Despite What President Arias Might Want You to Believe: Why Costa Rica Might Not Need CAFTA After All, and Why It May Be a Bad Deal for the Average Costa Rican

"Collective suicide." It was what Costa Rica President Óscar Arias has publicly predicted for his country if its good citizens don't ratify the Central American Free Trade Agreement (CAFTA), which will be put to referendum this Sunday. "Let's not close the door. Let's not cut our wings. Let's not deny our young people this challenge," was the impassioned, almost moralistic appeal that Costa Rican economist Álvaro Cedeño made in the country's national newspaper, La Nación. This hortatory, if not establishmentarian advice on the part of Arias and the Costa Rican academic, is reminiscent of President Clinton's appeal to Democratic legislators in 1994 when he urged them to vote for NAFTA. Just as the pro-free trade bloc bought NAFTA by throwing millions of dollars to promote the enactment of it, a comparable fortune has been spent in Costa Rica to guarantee that no October surprises take place on Sunday.

Few thought CAFTA would be decided through referendum. According to an op-ed signed by former Costa Rican presidents Luis Alberto Monge and Rodrigo Carazo Odio, "Arias and his consultants … resorted to free-speech violations, like closing TV shows [and] banning documentaries.…" These scare tactics "prompted resilient opposition from very diverse groups (including businessmen, farmers, ecological groups and intellectuals)," which brought CAFTA out of the Congress and out to the people, "something Arias had tried to shun from the beginning." Now it looks like he will pay for his political clumsiness: the most recent Unimer opinion poll indicates 55% of voters will reject the treaty.

CAFTA supporters (the issue is class-based: the rich favor it, while the poor invariably oppose it) foresee a number of grave consequences befalling Costa Rica if the "No" camp triumphs: massive job hemorrhaging, a catastrophic decline in foreign investment and an exodus of well-educated Costa Ricans who will no longer find economic opportunity in their country. CAFTA supporters have always claimed to be on the side of reason and clear thinking, but adding such hysterical doomsday prophecies to their rhetorical repertoire shows the movement is feeling vulnerable, despite its torrent of paid-for publicity calling for "Sí" votes, including a battalion of foreign consultants brought into Costa Rica to see to it that the pro-free trade momentum was not being slowed down.

Costa Ricans are coming to realize that sticking with the status quo might not be such a bad thing. In terms of trade, most Costa Rican produce will continue to enjoy duty-free access to the US market due to the Caribbean Basin Initiative (CBI). A Democratic Congress will likely renew the CBI before it expires at the end of next September. Would Congress allow Costa Rica to remain a part of the CBI even if the country were to turn down CAFTA? It's impossible to know for certain right now, but given the Democrats' lack of congeniality toward bilateral FTAs, they would almost certainly give serious consideration to forgiving Costa Ricans—even lauding them—for not signing an agreement many legislators, publicly and well as privately, see as flawed.

One of the most bedeviling of these flaws relates to CAFTA's treatment of intellectual-property rights, which would at the very least wreak havoc on Costa Rica's outstanding healthcare system. CAFTA would prevent Costa Rican authorities from "approving the sale of generic drugs for at least five years after a new [pharmaceutical] is introduced … even if the drug's patent has already expired," according to the Dear Colleague letter written by Rep. Henry Waxman.

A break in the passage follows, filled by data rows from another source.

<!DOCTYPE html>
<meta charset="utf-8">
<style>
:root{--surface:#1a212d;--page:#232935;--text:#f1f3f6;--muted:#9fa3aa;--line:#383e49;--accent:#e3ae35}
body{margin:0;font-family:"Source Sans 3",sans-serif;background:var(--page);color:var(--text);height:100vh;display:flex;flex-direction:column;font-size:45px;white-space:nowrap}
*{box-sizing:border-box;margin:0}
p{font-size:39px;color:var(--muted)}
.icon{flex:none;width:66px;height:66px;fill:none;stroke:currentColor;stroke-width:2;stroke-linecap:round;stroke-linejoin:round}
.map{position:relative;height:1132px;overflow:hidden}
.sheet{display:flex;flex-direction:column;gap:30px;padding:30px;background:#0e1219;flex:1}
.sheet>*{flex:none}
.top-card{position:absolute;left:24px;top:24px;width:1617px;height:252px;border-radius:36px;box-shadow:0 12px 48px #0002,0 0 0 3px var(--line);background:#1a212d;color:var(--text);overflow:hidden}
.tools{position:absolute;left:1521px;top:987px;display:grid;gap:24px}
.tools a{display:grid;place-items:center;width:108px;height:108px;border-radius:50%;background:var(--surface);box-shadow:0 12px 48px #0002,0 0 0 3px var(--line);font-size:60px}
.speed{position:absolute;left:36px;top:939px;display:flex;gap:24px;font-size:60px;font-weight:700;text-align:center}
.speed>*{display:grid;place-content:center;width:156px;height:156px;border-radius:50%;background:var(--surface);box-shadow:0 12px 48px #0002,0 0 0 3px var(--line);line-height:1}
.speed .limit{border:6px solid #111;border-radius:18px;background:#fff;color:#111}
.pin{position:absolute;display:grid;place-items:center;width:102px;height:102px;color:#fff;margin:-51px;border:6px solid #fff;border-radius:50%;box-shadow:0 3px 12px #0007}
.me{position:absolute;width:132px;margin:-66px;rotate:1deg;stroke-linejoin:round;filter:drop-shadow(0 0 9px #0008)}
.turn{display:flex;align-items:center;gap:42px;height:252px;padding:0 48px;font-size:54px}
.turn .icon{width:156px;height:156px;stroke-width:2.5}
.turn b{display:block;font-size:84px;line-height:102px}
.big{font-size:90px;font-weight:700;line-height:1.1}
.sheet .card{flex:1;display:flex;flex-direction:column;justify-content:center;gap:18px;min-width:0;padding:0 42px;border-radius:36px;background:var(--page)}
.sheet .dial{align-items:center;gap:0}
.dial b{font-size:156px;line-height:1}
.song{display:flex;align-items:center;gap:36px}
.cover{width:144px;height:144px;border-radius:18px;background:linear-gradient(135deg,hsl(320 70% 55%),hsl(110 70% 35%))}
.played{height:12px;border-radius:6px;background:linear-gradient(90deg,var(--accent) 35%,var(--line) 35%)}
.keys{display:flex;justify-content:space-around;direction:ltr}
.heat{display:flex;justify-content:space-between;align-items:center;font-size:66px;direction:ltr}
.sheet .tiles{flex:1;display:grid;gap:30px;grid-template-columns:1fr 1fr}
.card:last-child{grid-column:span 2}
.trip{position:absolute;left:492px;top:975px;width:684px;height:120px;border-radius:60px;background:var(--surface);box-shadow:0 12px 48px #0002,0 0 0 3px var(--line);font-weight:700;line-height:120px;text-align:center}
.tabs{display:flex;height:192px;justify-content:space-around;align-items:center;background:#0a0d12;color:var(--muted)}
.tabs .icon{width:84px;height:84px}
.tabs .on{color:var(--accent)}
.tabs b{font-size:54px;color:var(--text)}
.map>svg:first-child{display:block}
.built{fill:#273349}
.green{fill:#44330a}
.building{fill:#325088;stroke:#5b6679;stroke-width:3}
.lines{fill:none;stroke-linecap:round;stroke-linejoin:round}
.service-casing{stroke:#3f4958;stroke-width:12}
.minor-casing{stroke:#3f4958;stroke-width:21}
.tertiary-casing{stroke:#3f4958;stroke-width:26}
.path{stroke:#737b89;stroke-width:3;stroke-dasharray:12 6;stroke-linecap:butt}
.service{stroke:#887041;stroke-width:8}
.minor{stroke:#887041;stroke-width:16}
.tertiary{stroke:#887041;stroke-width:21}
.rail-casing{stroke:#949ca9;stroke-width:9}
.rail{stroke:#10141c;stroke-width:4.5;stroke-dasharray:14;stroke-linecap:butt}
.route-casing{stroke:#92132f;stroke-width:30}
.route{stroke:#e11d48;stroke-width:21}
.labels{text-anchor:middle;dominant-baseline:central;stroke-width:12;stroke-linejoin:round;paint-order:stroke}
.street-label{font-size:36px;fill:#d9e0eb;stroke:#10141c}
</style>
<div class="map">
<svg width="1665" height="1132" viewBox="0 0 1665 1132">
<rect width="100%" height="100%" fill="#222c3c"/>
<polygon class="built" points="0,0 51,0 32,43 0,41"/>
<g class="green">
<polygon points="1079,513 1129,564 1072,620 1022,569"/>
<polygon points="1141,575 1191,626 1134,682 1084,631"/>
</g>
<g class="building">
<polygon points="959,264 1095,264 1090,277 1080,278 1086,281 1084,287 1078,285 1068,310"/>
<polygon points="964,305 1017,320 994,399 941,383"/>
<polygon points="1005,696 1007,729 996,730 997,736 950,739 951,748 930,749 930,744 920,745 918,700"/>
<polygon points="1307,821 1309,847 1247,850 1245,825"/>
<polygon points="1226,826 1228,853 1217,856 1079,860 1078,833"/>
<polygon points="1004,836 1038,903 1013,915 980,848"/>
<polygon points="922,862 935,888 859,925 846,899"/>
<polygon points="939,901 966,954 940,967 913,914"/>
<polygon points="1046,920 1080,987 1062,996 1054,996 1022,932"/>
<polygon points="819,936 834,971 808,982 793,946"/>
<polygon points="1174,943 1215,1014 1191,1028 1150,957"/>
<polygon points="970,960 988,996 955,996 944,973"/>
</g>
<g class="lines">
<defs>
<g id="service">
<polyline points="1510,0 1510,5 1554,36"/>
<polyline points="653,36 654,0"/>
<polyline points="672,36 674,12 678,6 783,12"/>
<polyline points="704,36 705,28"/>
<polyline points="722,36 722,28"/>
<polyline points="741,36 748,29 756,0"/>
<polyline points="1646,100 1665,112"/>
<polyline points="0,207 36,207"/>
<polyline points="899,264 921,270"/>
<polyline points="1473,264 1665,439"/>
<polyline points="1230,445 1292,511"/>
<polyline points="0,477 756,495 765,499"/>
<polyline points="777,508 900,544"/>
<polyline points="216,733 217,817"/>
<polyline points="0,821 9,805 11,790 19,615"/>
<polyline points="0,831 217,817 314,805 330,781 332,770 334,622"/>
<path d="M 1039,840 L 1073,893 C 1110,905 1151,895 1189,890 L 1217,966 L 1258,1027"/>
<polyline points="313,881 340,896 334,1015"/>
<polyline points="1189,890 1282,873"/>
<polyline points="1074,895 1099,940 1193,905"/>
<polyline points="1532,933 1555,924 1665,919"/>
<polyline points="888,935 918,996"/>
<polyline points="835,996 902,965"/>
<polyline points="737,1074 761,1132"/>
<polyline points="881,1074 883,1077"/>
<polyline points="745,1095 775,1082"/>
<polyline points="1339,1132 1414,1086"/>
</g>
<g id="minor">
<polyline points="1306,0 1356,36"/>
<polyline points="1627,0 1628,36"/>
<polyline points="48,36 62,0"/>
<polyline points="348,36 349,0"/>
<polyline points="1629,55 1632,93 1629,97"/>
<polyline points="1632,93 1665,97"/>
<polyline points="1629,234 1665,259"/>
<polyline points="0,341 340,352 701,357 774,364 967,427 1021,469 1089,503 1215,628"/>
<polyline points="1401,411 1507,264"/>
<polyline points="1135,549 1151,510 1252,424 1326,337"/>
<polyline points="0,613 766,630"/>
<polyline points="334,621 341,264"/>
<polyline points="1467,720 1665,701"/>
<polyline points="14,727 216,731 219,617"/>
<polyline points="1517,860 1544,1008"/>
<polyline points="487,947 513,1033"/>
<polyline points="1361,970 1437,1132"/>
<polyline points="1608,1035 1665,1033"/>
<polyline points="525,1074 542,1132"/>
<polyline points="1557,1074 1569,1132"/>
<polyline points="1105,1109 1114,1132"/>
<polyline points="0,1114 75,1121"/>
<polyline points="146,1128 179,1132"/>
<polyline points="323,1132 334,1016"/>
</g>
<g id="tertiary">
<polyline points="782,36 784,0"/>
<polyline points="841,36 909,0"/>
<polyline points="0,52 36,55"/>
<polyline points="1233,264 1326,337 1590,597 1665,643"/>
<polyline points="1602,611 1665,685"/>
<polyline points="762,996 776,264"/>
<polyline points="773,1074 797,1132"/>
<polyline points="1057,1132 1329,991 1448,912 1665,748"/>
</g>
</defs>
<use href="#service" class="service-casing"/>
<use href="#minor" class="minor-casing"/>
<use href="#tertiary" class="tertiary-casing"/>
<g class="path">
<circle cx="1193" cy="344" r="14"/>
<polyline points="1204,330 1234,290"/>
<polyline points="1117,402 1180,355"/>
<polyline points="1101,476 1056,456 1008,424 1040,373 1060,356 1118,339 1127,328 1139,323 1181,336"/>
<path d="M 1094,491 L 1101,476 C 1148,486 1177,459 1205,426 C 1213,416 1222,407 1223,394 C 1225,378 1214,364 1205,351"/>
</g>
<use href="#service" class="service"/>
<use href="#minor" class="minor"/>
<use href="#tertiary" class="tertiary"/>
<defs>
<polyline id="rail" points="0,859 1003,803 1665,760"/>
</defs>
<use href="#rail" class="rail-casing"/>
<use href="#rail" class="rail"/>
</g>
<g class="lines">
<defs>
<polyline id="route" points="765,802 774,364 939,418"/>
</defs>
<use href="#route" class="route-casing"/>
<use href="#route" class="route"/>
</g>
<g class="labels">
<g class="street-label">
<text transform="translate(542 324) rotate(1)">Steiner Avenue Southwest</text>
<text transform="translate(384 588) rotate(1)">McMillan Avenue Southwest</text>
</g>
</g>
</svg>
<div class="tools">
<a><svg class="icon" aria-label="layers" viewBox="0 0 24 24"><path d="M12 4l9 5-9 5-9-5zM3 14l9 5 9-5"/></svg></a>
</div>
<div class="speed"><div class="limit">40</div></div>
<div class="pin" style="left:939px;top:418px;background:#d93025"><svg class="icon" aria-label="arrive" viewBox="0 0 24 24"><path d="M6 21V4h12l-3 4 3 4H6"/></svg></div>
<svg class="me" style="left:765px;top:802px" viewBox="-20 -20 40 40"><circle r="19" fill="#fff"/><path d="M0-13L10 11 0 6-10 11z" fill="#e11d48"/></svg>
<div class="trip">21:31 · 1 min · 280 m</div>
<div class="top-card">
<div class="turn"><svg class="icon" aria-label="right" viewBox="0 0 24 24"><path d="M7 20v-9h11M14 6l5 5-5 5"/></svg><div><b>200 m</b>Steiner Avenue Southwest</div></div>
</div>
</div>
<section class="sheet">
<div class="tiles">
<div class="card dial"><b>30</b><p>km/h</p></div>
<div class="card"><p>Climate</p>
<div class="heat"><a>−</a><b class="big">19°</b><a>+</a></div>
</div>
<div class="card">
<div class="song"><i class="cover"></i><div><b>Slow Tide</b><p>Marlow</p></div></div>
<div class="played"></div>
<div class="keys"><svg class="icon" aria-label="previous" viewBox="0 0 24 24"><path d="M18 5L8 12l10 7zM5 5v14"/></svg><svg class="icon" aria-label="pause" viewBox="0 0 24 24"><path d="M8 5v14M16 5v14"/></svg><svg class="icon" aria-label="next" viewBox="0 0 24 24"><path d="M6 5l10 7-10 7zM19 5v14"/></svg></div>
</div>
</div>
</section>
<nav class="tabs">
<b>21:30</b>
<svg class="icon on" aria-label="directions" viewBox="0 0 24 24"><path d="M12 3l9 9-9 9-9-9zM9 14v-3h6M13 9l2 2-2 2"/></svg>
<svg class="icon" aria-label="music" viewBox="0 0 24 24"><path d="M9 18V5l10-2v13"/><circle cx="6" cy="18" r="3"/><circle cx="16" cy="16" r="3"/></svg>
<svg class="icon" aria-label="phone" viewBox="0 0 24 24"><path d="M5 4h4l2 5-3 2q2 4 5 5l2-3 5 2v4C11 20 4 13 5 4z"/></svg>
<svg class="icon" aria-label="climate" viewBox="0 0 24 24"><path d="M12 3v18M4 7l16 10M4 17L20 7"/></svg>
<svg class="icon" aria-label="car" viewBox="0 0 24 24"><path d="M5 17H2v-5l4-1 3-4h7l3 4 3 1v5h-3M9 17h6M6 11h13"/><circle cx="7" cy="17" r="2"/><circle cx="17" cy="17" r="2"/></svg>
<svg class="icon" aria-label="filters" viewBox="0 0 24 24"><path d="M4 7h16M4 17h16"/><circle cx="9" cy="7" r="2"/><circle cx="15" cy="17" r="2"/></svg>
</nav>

This stipulation would leave Costa Ricans deprived of the inexpensive generic medicine they need access to in order to remain the healthiest country in Central America.

Losing quality healthcare would mean a double blow for Costa Rican farmers, who would also have to face a flood of subsidized agricultural goods. Most agricultural tariffs would be phased out in the next 15 years, and the average tico farmer would have to compete against Cargill and Archer Daniels Midland and other US multinationals, which would undercut domestically produced foodstuffs in the Costa Rican market.

In the end, the average Costa Rican has very little to gain and much to lose from saying "Sí" to CAFTA. Certain Costa Rican elites, however, do have much to gain, which explains the slick, high-profile ad campaign they've waged in favor of the agreement, concealing from the public that it is unquestionably a bad deal for the average tico. Hopefully the population can look beyond the narrow self-interests of the country's elite and their US counterparts, taking into account only those of their own homeland, and send the Bush White House's and President Arias' smoothly orchestrated pro-CAFTA campaign packing.